De l’identification du risque à la prise de décision

La figure 3 illustre à l’aide d’un organigramme décisionnel les éléments à prendre en considération lorsqu’il s’agit de décider si une situation requiert le recours au principe de précaution. Bien entendu, l’incertitude scientifique sera d’emblée prise en considération dans l’analyse des cas où la gravité sera qualifiée de « faible » ou « moyenne ». Toutefois, pour les fins d’application du principe de précaution, l’examen de l’incertitude pour les risques dont les conséquences sont considérées graves ou irréversibles revêt une importance particulière, d’où la configuration spécifique du diagramme décisionnel. En effet, ce n’est que dans ce cas qu’on pourra véritablement considérer une décision dans le cadre du principe de précaution. Dans tous les autres cas, les décisions seront basées sur la gestion « classique » des risques et, le cas échéant, seront influencées par les éléments du paradigme de gestion de risque vus précédemment. En ce cas, la décision fait partie du domaine des politiques ou de la gouvernance des organismes publics et privés.

 Notons que la considération du principe de précaution et la prise de décision dans ce contexte crée en même temps l’obligation d’entreprendre une démarche proactive de réduction de l’incertitude. En d’autres termes, on ne peut pas « s’asseoir » sur une décision basée sur le principe de précaution, puisqu’une telle décision ne peut être que « temporaire », en attendant que d’autres preuves scientifiques viennent conforter ou contredire le sens de la décision. À titre d’illustration, l’Organisation mondiale du commerce prévoit que ses membres peuvent prendre des décisions basées sur le principe de précaution.
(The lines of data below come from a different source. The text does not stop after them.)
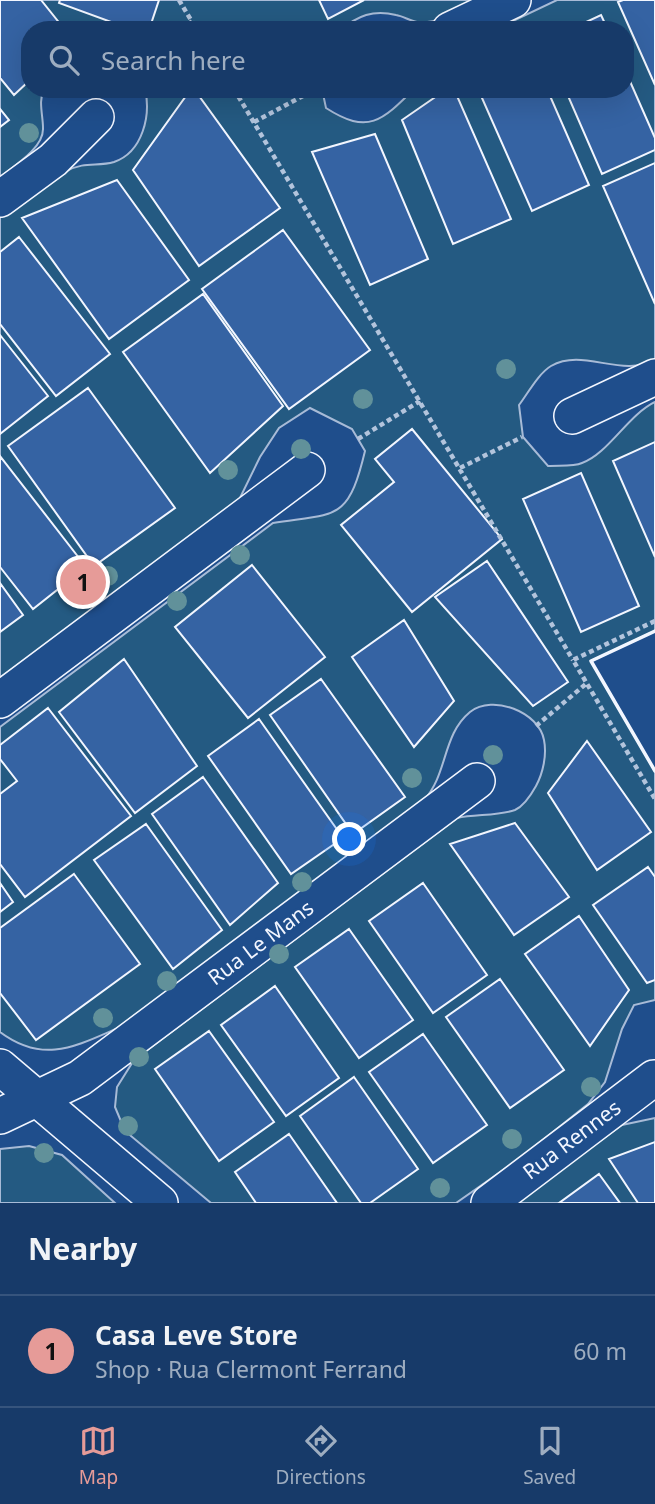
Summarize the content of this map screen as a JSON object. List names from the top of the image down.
{
  "streets": {
    "street": ["Rua Le Mans", "Rua Rennes"]
  },
  "page": {
    "search": "Search here",
    "pins": "1",
    "heading": "Nearby",
    "list": [
      {
        "mark": "1",
        "name": "Casa Leve Store",
        "note": "Shop · Rua Clermont Ferrand",
        "value": "60 m"
      }
    ],
    "nav": ["Map", "Directions", "Saved"]
  }
}
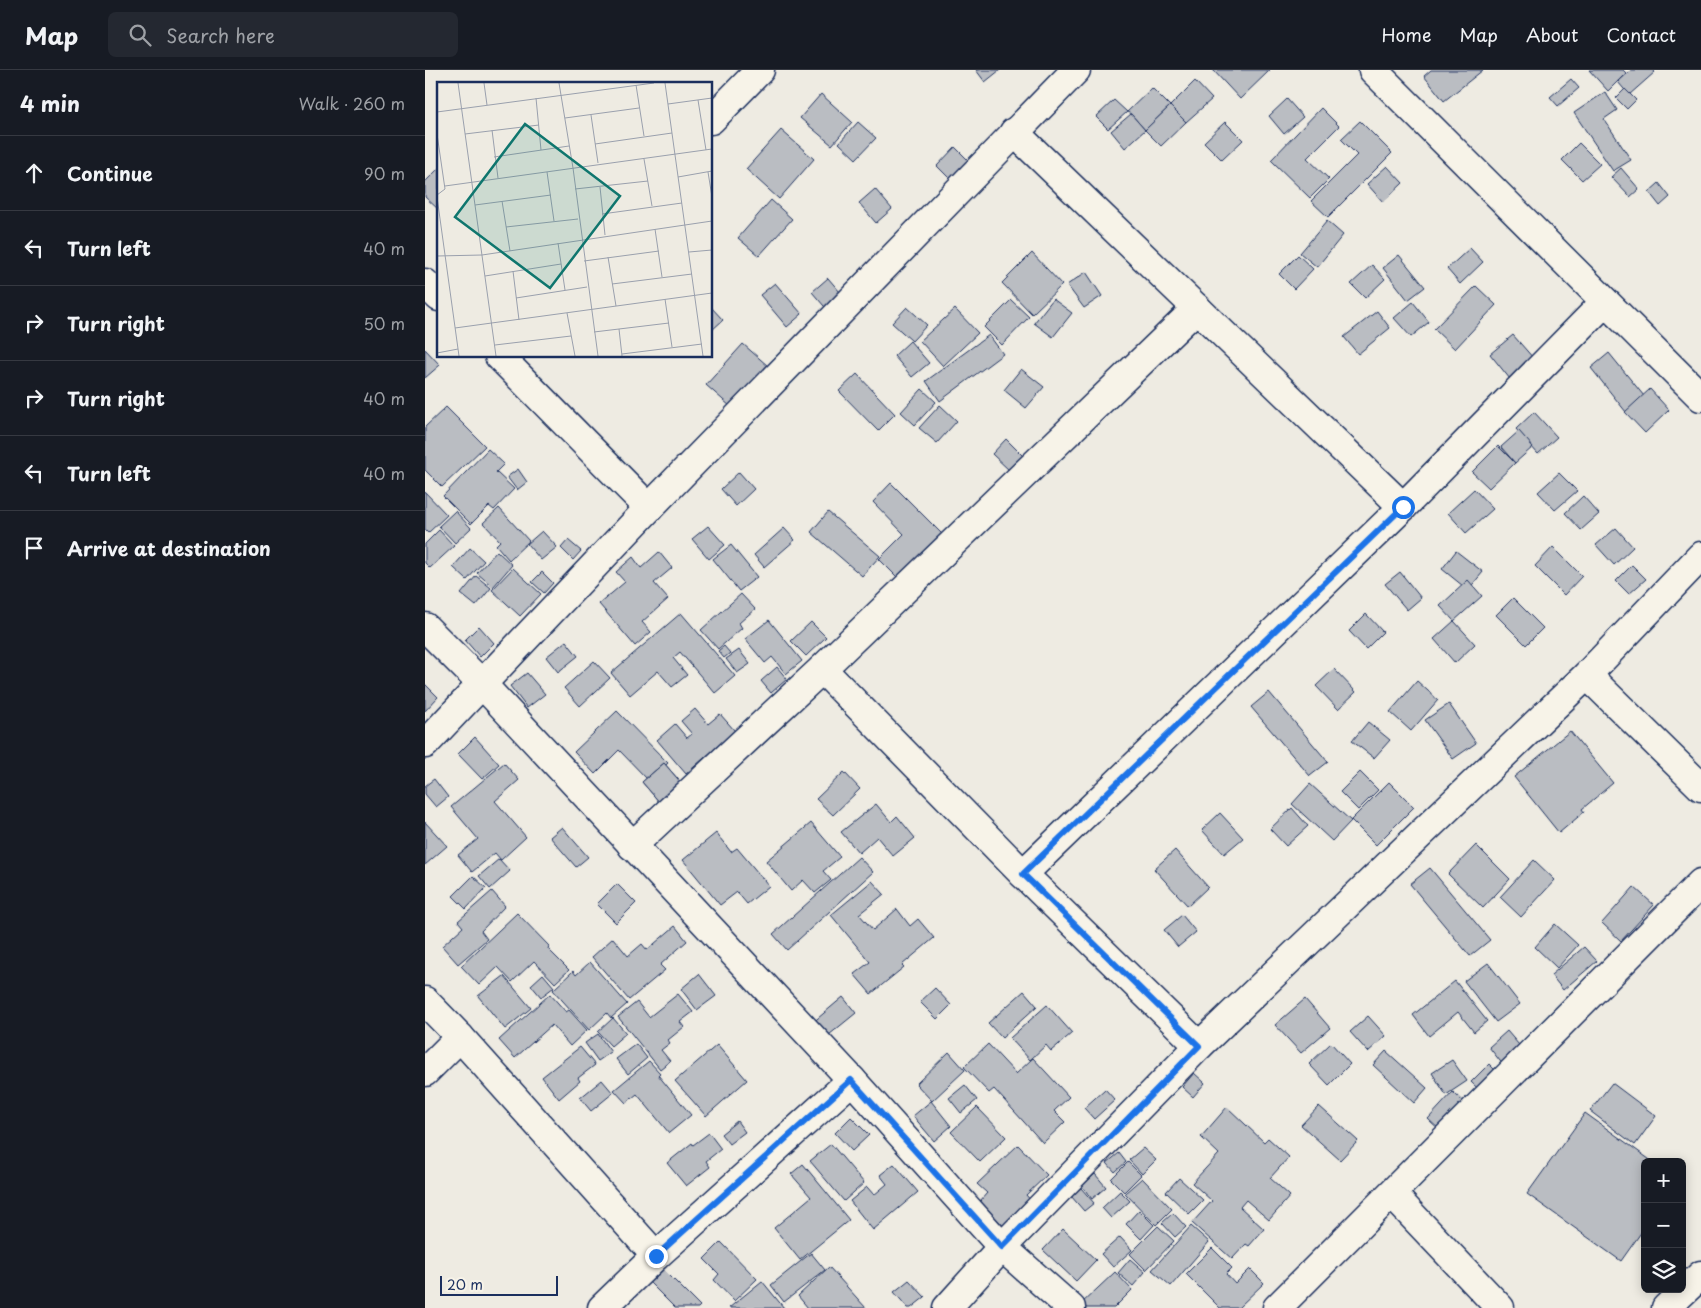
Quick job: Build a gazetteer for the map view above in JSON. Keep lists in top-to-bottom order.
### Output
{
  "scale_bar": "20 m",
  "page": {
    "header": "Map",
    "search": "Search here",
    "nav": [
      "Home",
      "Map",
      "About",
      "Contact"
    ],
    "heading": ["4 min", "Walk · 260 m"],
    "list": [
      ["Continue", "90 m"],
      ["Turn left", "40 m"],
      ["Turn right", "50 m"],
      ["Turn right", "40 m"],
      ["Turn left", "40 m"],
      "Arrive at destination"
    ],
    "map_buttons": ["+", "−"],
    "scale": "20 m"
  }
}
Mais, « dans de telles circonstances, les membres s'efforceront d'obtenir des renseignements additionnels nécessaires pour procéder à une évaluation plus objective du risque et examineront en conséquence la mesure sanitaire ou phytosanitaire dans un délai raisonnable »(5). Une décision basée sur le principe de précaution est donc une décision intérimaire.

Conclusion

 L’élément clé du fondement d’une prise de décisions est la valeur probante de la science dont on dispose.  Mais lorsqu’on choisit d’appliquer le principe de précaution, c’est justement parce que la « science » est incertaine.  Les obligations de faire évoluer la science et de réexaminer les mesures prises selon cette évolution, devront être satisfaites.  Qu’arrive-t-il alors si cette évolution est non seulement lente, mais que la valeur probante de la science dont on dispose ne soit pas meilleure dans un an, dans cinq ans ou dans dix ans ?  Après combien de temps devrons-nous considérer que les mesures implantées ne sont plus proportionnelles – c’est-à-dire justifiées – à la gravité du risque ou encore doivent devenir permanentes ? Les réponses à ces questions ne s’imposent pas d’emblée;  elles doivent être élaborées minutieusement par rapport à la problématique spécifique, sous peine de voir dérailler le processus.  Malheureusement nous n’avons pas assez de recul sur l’application rigoureuse du principe de précaution dans des domaines variés, en particulier en santé et sécurité du travail pour répondre avec certitude aux questions soulevées.  Cependant, les poser permet de renforcer l’idée que ce principe ne doit pas être invoqué à la légère comme nous le rappelle de temps en temps le philosophe français Bruno Latour (6).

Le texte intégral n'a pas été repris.